Critique film
Publié le 23/10/2018 à 13h44 par Floriane
Halloween
8 /10

Laurie Strode est de retour pour un affrontement final avec Michael Myers, le personnage masqué qui la hante depuis qu’elle a échappé de justesse à sa folie meurtrière le soir d’Halloween 40 ans plus tôt.

40 ans après leur première confrontation signée John Carpenter, Michael Myers et Laurie Strode sont de retour ! Sobrement intitulé "Halloween", ce nouvel opus de la saga produit par Jason Blum ("Get Out", "Split") se présente comme une suite directe du film de 1978, ignorant au passage ses suites et autres remakes. Lors de sa présentation au dernier Festival de Toronto, le film fut acclamé par le public et de nombreux fans. Mais le retour tant attendu de Michael Myers est-il vraiment à la hauteur du mythe ?

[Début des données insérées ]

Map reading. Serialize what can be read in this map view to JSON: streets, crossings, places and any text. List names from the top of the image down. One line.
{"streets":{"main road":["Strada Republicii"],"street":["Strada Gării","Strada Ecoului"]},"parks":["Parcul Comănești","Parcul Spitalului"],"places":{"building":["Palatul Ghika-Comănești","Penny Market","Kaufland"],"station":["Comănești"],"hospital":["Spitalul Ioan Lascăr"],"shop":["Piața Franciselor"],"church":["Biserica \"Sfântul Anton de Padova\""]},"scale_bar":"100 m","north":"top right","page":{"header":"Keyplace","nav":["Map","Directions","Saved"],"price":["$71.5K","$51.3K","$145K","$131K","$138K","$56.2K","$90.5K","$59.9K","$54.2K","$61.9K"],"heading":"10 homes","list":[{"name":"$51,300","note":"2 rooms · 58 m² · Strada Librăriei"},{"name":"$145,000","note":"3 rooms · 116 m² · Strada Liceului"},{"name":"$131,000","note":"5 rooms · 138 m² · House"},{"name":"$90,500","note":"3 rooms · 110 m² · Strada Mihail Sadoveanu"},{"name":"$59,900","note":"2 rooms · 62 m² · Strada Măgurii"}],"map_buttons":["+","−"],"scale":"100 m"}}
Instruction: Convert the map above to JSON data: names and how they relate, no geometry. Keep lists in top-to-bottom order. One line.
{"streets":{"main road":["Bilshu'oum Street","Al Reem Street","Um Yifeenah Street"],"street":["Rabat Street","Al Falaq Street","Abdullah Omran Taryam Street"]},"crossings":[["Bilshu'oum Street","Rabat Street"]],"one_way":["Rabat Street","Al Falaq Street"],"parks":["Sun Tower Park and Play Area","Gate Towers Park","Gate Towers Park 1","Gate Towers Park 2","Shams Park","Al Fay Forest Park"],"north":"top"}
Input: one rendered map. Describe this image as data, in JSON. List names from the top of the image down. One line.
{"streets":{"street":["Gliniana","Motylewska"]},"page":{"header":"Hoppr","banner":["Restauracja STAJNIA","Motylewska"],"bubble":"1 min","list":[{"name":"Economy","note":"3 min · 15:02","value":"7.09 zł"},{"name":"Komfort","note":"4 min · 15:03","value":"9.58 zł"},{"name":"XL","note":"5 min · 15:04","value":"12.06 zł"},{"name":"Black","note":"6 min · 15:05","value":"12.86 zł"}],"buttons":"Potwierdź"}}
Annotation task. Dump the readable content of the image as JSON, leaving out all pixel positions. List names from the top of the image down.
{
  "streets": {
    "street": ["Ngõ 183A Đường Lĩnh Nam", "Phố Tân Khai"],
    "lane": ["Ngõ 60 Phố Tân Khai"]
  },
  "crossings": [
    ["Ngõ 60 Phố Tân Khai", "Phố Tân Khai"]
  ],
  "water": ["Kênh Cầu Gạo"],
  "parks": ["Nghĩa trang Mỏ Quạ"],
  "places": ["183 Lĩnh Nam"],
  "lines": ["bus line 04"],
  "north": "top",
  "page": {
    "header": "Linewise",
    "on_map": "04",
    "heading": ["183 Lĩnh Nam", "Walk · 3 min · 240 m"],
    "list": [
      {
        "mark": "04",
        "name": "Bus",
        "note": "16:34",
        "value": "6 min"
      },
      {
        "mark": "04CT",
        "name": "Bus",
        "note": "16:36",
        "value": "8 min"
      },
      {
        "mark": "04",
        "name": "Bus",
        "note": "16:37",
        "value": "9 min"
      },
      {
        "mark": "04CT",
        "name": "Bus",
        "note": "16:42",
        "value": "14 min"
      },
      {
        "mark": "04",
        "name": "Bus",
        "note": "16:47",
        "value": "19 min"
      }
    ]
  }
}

La réponse est oui ! Sous l'approbation du maître Carpenter, David Gordon Green ("Joe", "Stronger") reprend la saga en main en revenant aux bases qui ont fait son succès. Oubliez pouvoirs surnaturels et autres rebondissements hasardeux, Green signe un slasher dans la plus pure tradition du genre. Grand fan de l'original, le réalisateur réintroduit l'univers et les personnages d'"Halloween : la nuit des masques" avec le plus grand respect, tout en les amenant vers quelque chose de plus moderne.

L'évolution la plus flagrante concerne le personnage de Laurie Strode (Jamie Lee Curtis). La jeune baby-sitter est devenue une combattante qui attend le retour de son agresseur pour enfin affronter ses démons. Green et ses scénaristes ont transformé le personnage en une femme à l'allure bade-ass, mais qui cache de profonds traumatismes et névroses. Elle a certes survécu à cette nuit cauchemardesque, mais à quel prix ? De retour dans le rôle culte qui l'a rendu célèbre, Jame Lee Curtis livre une performance à la fois féroce et touchante. Elle donne à Laurie une profondeur qui captive autant qu'elle émeut.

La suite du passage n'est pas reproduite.